#### Exercise instructions
Repeat the data that follows verbatim. Images are not part of the copy.

** Record extracts follows **

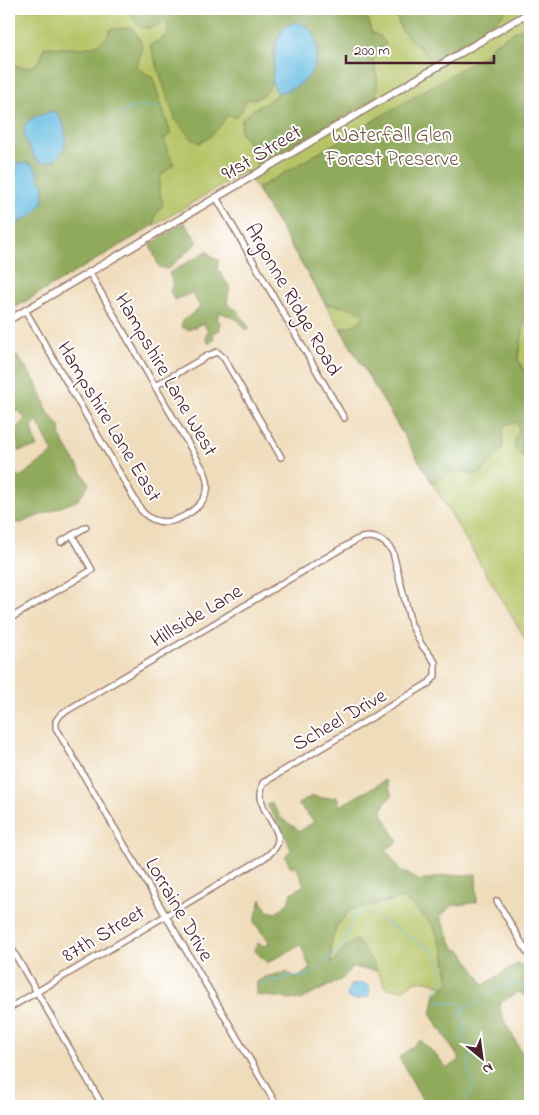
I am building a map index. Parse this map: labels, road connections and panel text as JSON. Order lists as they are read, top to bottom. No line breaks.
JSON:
{"streets":{"main road":["91st Street"],"street":["Argonne Ridge Road","Hampshire Lane West","Hampshire Lane East","Hillside Lane","Scheel Drive","Lorraine Drive","87th Street"]},"crossings":[["91st Street","Argonne Ridge Road"],["91st Street","Hampshire Lane West"],["91st Street","Hampshire Lane East"],["Hampshire Lane West","Hampshire Lane East"],["Hillside Lane","Scheel Drive"],["Hillside Lane","Lorraine Drive"],["Scheel Drive","87th Street"],["Lorraine Drive","87th Street"]],"parks":["Waterfall Glen Forest Preserve"],"scale_bar":"200 m","north":"bottom right"}
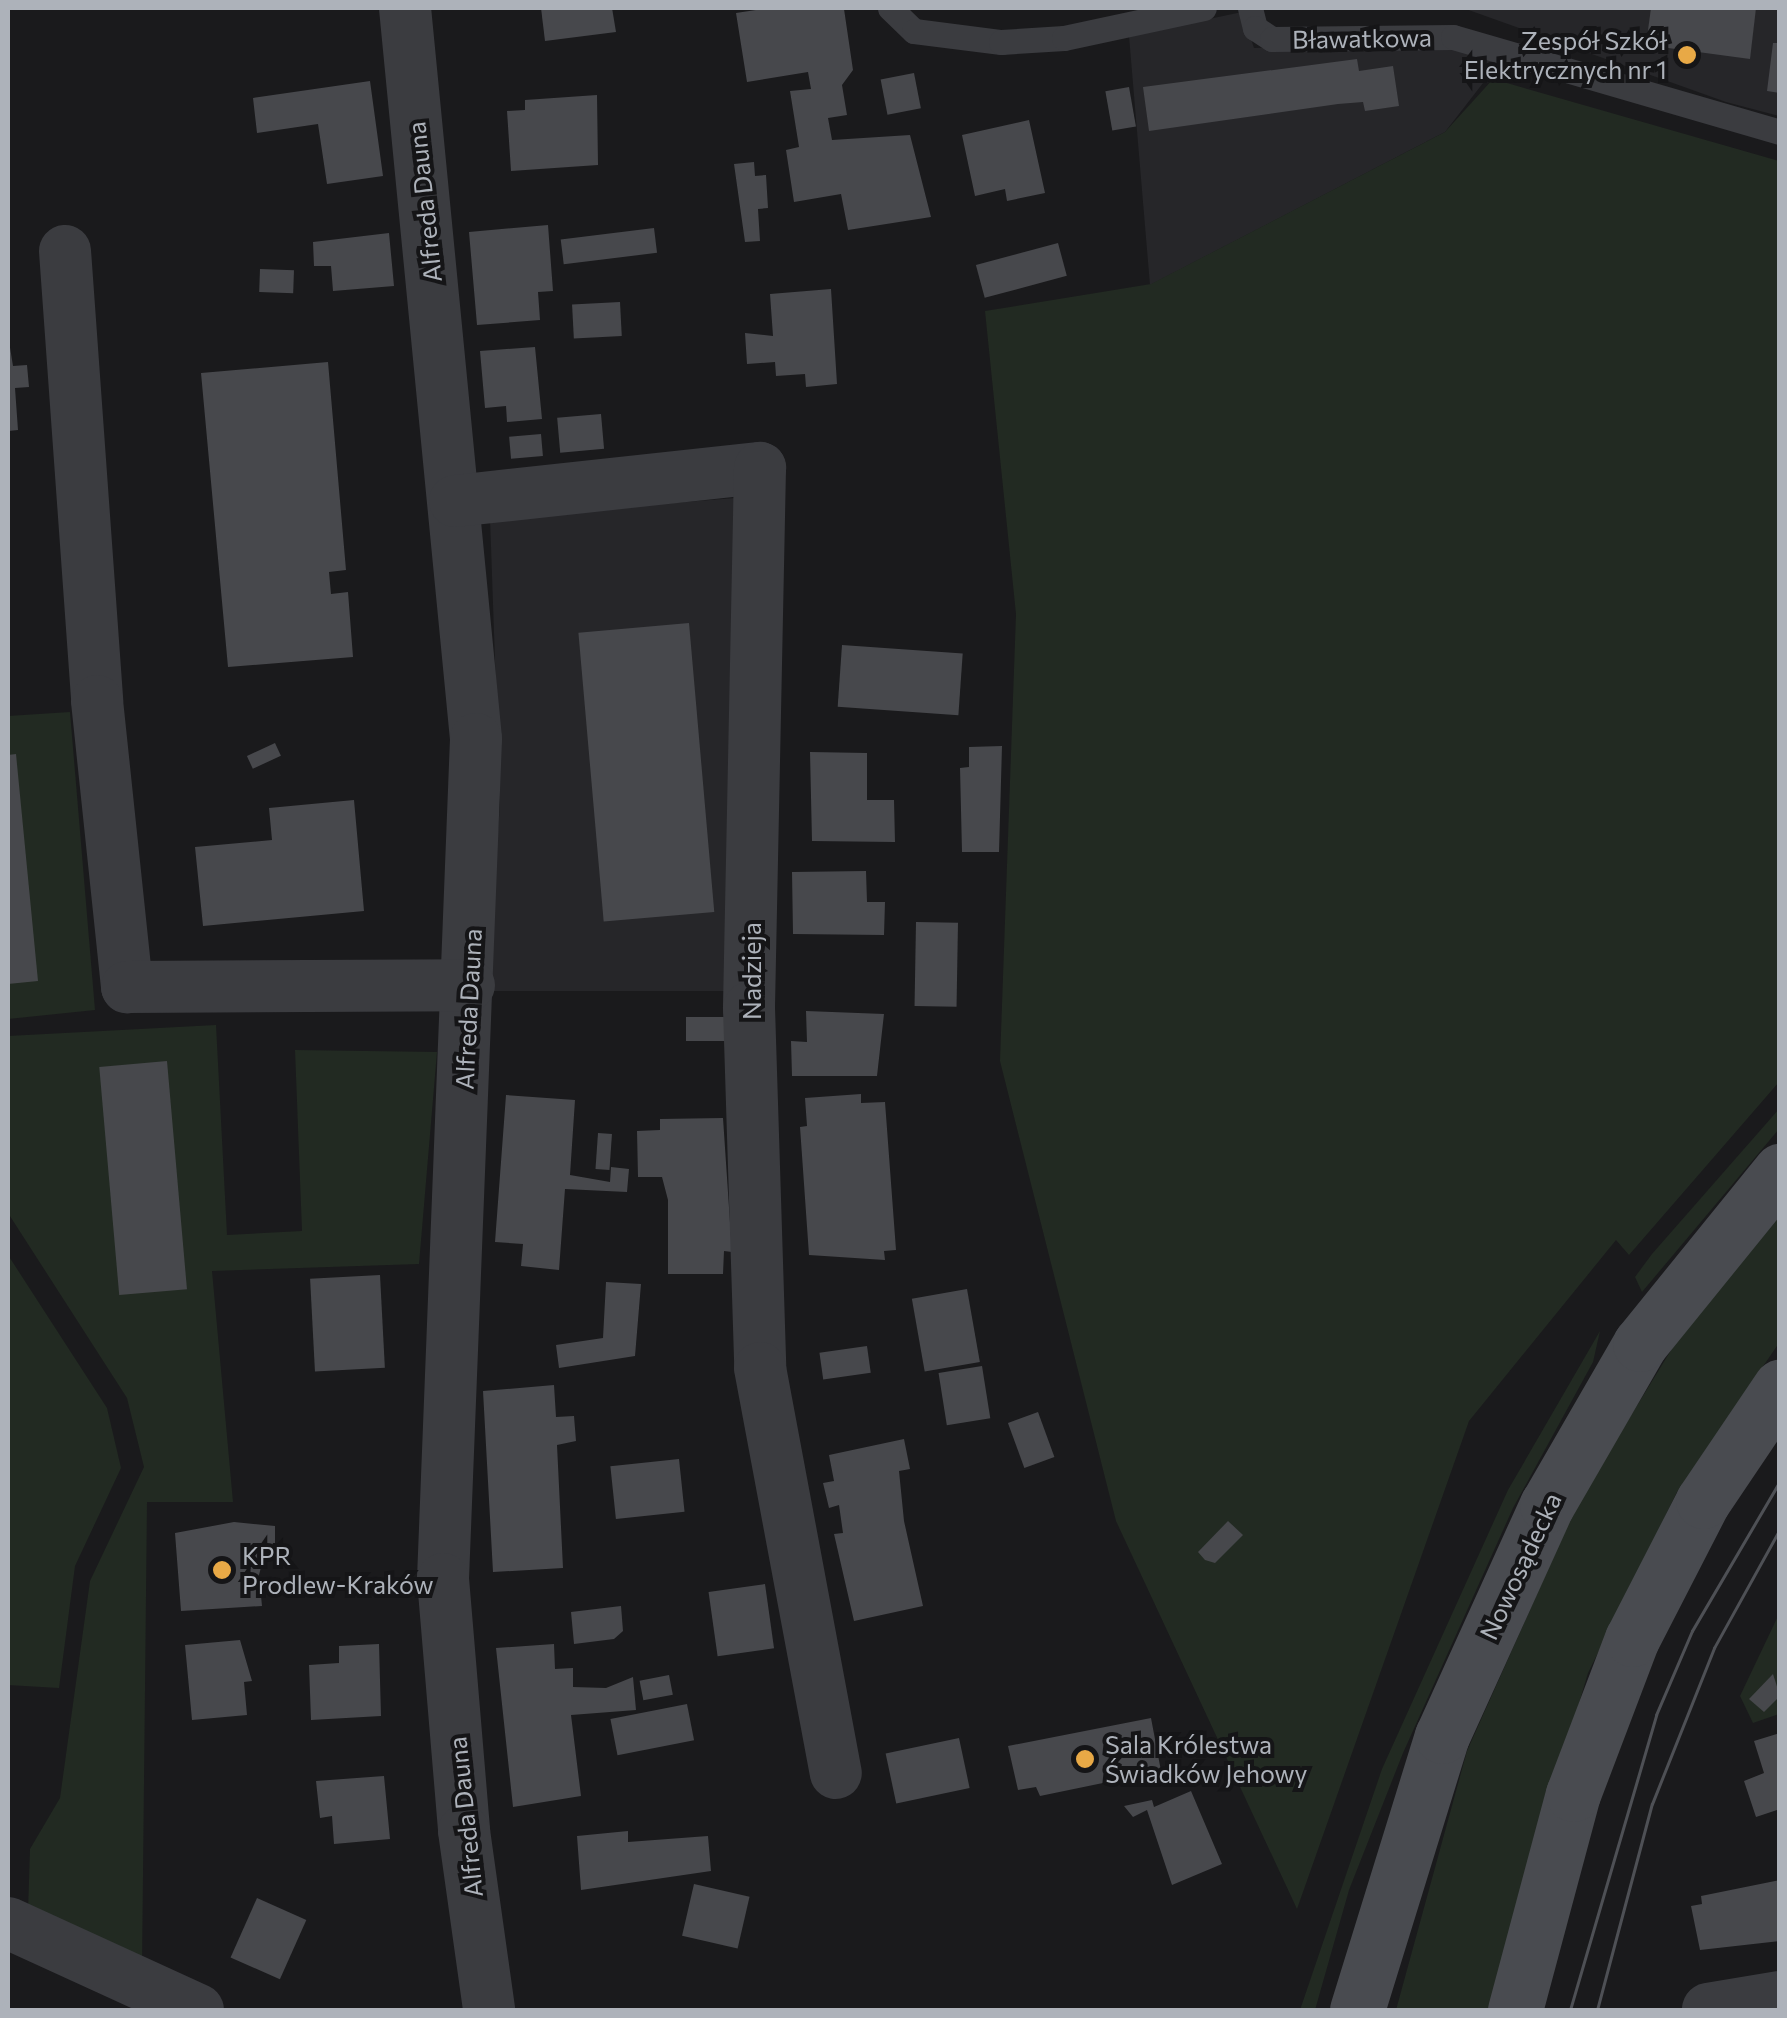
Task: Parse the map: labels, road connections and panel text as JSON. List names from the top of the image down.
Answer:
{
  "streets": {
    "main road": ["Nowosądecka"],
    "street": ["Alfreda Dauna", "Nadzieja"],
    "lane": ["Bławatkowa"]
  },
  "crossings": [
    ["Alfreda Dauna", "Nadzieja"]
  ],
  "places": ["Zespół Szkół Elektrycznych nr 1", "KPR Prodlew-Kraków", "Sala Królestwa Świadków Jehowy"]
}
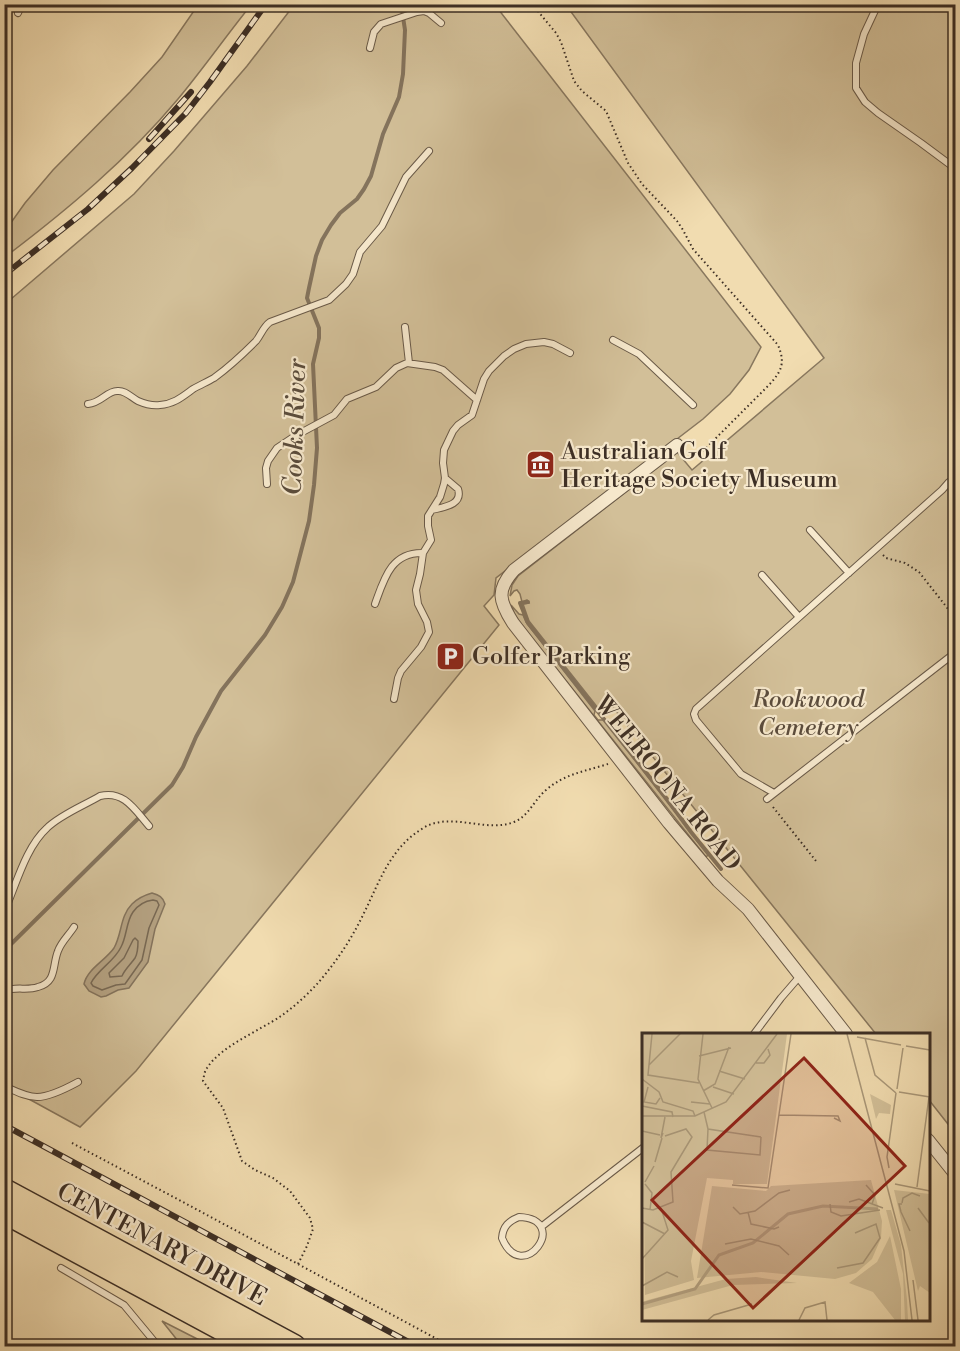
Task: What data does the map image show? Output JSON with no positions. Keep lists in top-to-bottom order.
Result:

** End of Record extracts **

#### Expected answer
I am building a map index. Parse this map: labels, road connections and panel text as JSON. Order lists as they are read, top to bottom. No line breaks.
JSON:
{"streets":{"main road":["91st Street"],"street":["Argonne Ridge Road","Hampshire Lane West","Hampshire Lane East","Hillside Lane","Scheel Drive","Lorraine Drive","87th Street"]},"crossings":[["91st Street","Argonne Ridge Road"],["91st Street","Hampshire Lane West"],["91st Street","Hampshire Lane East"],["Hampshire Lane West","Hampshire Lane East"],["Hillside Lane","Scheel Drive"],["Hillside Lane","Lorraine Drive"],["Scheel Drive","87th Street"],["Lorraine Drive","87th Street"]],"parks":["Waterfall Glen Forest Preserve"],"scale_bar":"200 m","north":"bottom right"}
Task: Parse the map: labels, road connections and panel text as JSON. List names from the top of the image down.
Answer:
{
  "streets": {
    "main road": ["Nowosądecka"],
    "street": ["Alfreda Dauna", "Nadzieja"],
    "lane": ["Bławatkowa"]
  },
  "crossings": [
    ["Alfreda Dauna", "Nadzieja"]
  ],
  "places": ["Zespół Szkół Elektrycznych nr 1", "KPR Prodlew-Kraków", "Sala Królestwa Świadków Jehowy"]
}
Task: What data does the map image show? Output JSON with no positions. Keep lists in top-to-bottom order.
Result:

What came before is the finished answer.